Soil property changes following a thaw-induced mass movement event in the permafrost region of the Qinghai–Tibetan Plateau

Thaw-induced mass movements are common geomorphological phenomena induced by permafrost degradation, which has profound implications for soil health and ecosystem stability. Despite significant changes in soil properties caused by thaw-induced mass movements, a thorough understanding and quantitative assessments of this phenomenon is relatively scarce. This study systematically quantified the effects of thaw-induced mass movements on various soil parameters by analyzing soil structural, hydraulic, chemical, and thermal properties at different locations of a typical thaw-induced mass movements in the permafrost region of the Qinghai–Tibetan Plateau.

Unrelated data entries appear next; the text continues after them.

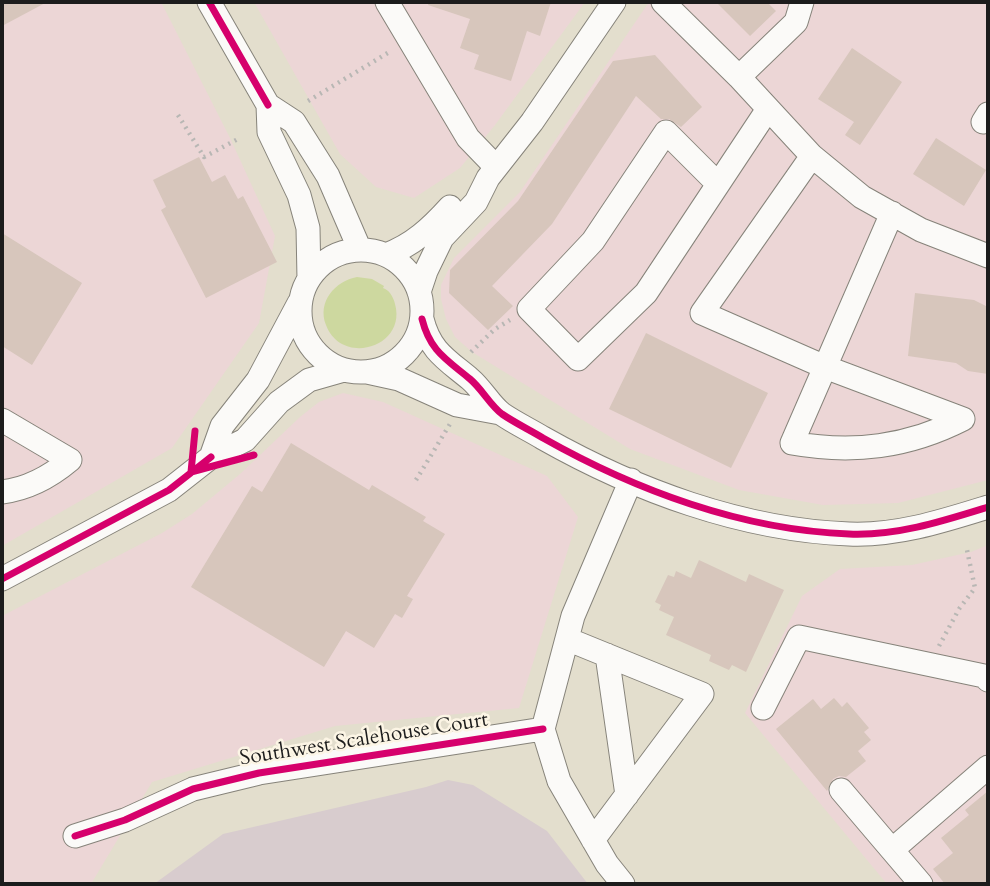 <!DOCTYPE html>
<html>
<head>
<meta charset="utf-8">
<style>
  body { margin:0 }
  #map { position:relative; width:990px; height:886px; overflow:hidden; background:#e3decd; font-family:Cardo,serif }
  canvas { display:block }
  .frame { position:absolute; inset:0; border:4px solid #1c1c1c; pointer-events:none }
</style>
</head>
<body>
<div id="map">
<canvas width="990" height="886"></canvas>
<div class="frame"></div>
</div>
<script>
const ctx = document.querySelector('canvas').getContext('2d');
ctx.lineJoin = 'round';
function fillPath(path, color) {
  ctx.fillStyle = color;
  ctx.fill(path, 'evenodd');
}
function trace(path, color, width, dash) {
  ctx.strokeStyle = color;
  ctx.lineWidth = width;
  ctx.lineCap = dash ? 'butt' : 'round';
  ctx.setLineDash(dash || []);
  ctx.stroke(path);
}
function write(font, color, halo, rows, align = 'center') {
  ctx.font = font + ' Cardo,serif';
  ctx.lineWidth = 5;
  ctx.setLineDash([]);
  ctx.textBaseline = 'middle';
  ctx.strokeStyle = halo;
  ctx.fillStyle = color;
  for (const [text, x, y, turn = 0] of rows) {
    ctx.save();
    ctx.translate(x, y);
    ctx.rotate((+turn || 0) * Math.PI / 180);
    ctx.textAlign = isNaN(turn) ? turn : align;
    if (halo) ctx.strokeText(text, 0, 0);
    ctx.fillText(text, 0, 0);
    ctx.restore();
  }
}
const built = new Path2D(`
  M2,2H161L230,138L275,236L259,323L172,448L2,546Z
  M254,2H585L495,125L460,168L414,198L376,187L340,154Z
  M649,2H988V480L898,503L823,505L739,490L630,449L472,352L455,337L446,319L441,299V285L454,258L520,192Z
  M343,393L383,402L547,476L578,517L519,708L335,726L152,782L91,884H2V616L162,533L192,514L240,474L300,417L319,402Z
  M988,545V884H887L745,713L802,596L840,569L912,565L971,552Z`);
const industrial = new Path2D(`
  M448,780L473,785L547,831L588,884H154L223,834L426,787Z`);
const green = new Path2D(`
  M357,277L372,279L384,286L383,288C389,290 393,296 395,304C407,347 342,367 326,325C317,302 335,281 357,277Z`);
const building = new Path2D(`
  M2,2H47L2,26Z
  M429,2H551L540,36L527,31L511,81L474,69L479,55L460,48L470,19L428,5Z
  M716,2H767L776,11L750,36Z
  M852,48L902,82L860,145L845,135L854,122L818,99Z
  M655,55L702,107L681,127L669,119H661L636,96L552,224L492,286L513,306L488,330L449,293L450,270L518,201L613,61Z
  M936,138L986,170L964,206L913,174Z
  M199,157L212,182L225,175L238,199L243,196L277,262L206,298L161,210L166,207L153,180Z
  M2,233L82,283L32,365L2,346Z
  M915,293L974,300L988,307V374L968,371L956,363L908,356Z
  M646,333L768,393L731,468L609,409Z
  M291,443L369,490L372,485L426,517L423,521L445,534L407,596L413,599L402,618L395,614L374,648L346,631L324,667L191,587L252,486L262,492Z
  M699,560L746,582L749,574L784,590L746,672L732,665L729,670L709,661L711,655L666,635L674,617L659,610L661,605L655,602L668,575L674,577L676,571L691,578Z
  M834,698L842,707L847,702L869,728L864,732L871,740L858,751L866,761L846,777L839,776L833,779L827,791L776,729L813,699L821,709Z
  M988,791V884H945L933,869L953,853L941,838L969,815L965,810Z`);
const path = new Path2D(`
  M308,101L391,51
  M178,115L204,157L238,139
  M471,352L495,329L510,320
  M416,480L450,424
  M939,646L959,609L975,588L967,550`);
const minor = new Path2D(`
  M209,2L268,105L269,132L299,195L308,228L309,279
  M387,2L468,138L496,167
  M663,2L739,77L812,156L862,197L921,230L988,256
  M739,77L796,22L802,2
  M268,105L294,122L328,176L360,250
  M983,122L988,114
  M812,156L702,313L825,367L963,419C908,447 853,454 792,443L892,213
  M717,183L666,132L593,241L529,309L578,359L646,293L768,109
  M300 311a61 61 0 1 1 122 0a61 61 0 1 1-122 0Z
  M386,255C413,245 431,228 450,207
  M419,292L426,271L442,238L476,202L488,178L532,122L614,2
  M422,319C430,351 446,359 470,379C482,389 490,405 502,414C515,423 530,430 543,438C635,490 742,530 849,534C897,536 943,521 988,507
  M367,372L399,379L457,405L500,413
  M2,420L70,460C51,476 27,489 2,492
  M211,457L222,426L258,380L299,303
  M2,579L169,490L211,457L245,440L279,402L309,380L344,370
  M567,639L702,694L593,840
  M607,655L627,795
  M763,708L799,637L984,676L988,680
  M841,790L892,850
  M75,836L125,820L193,789L259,773L543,729
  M623,884L607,864L559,781L543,729L573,616L631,480
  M921,884L892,850L988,767`);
const cycleway = new Path2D(`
  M209,2L268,105
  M422,319C430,351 446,359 470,379C482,389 490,405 502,414C515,423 530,430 543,438C635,490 742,530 849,534C897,536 943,521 988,507
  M195,431L191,472L254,455
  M2,579L169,490L211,457
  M75,836L125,820L193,789L259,773L543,729`);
const streetNames = [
  ["Southwest Scalehouse Court",364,740,-9]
];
fillPath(built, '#ecd6d6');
fillPath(industrial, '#d8ccce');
fillPath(green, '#cdd89f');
fillPath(building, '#d7c6bc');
trace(minor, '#86837a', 25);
trace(path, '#b8b7b4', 4.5, [2, 5]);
trace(minor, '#fbfaf8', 23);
trace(cycleway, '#d6006c', 7);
write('21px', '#1c1c1c', '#fcf5e5', streetNames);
</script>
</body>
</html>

This study also investigated the changes in soil texture, water content, pH, organic carbon content and erodibility at different soil depths. Our findings showed that soil particles became finer and bulk density increased downslope. Concurrently, soil aggregate stability and erodibility also increased downslope. Soil water content and organic matter content both displayed a consistent downslope decrease. At the toe of the mass movement, soil hydraulic properties were significantly lower, with the lowest water holding capacity, along with reduced saturated hydraulic conductivity and field water capacity (i.e., 57.89% and 54.03% of the control, respectively). In addition, the pattern and rate of heat transfer were directly affected by the changes in soil parameters. As soil water content decreased, soil thermal conductivity and volumetric heat capacity showed an exponential and linear decrease, respectively. This study provides important data for understanding permafrost degradation and soil ecosystem response through quantitative analysis, and confirms the effects of thaw-induced mass movements on regional soil parameters.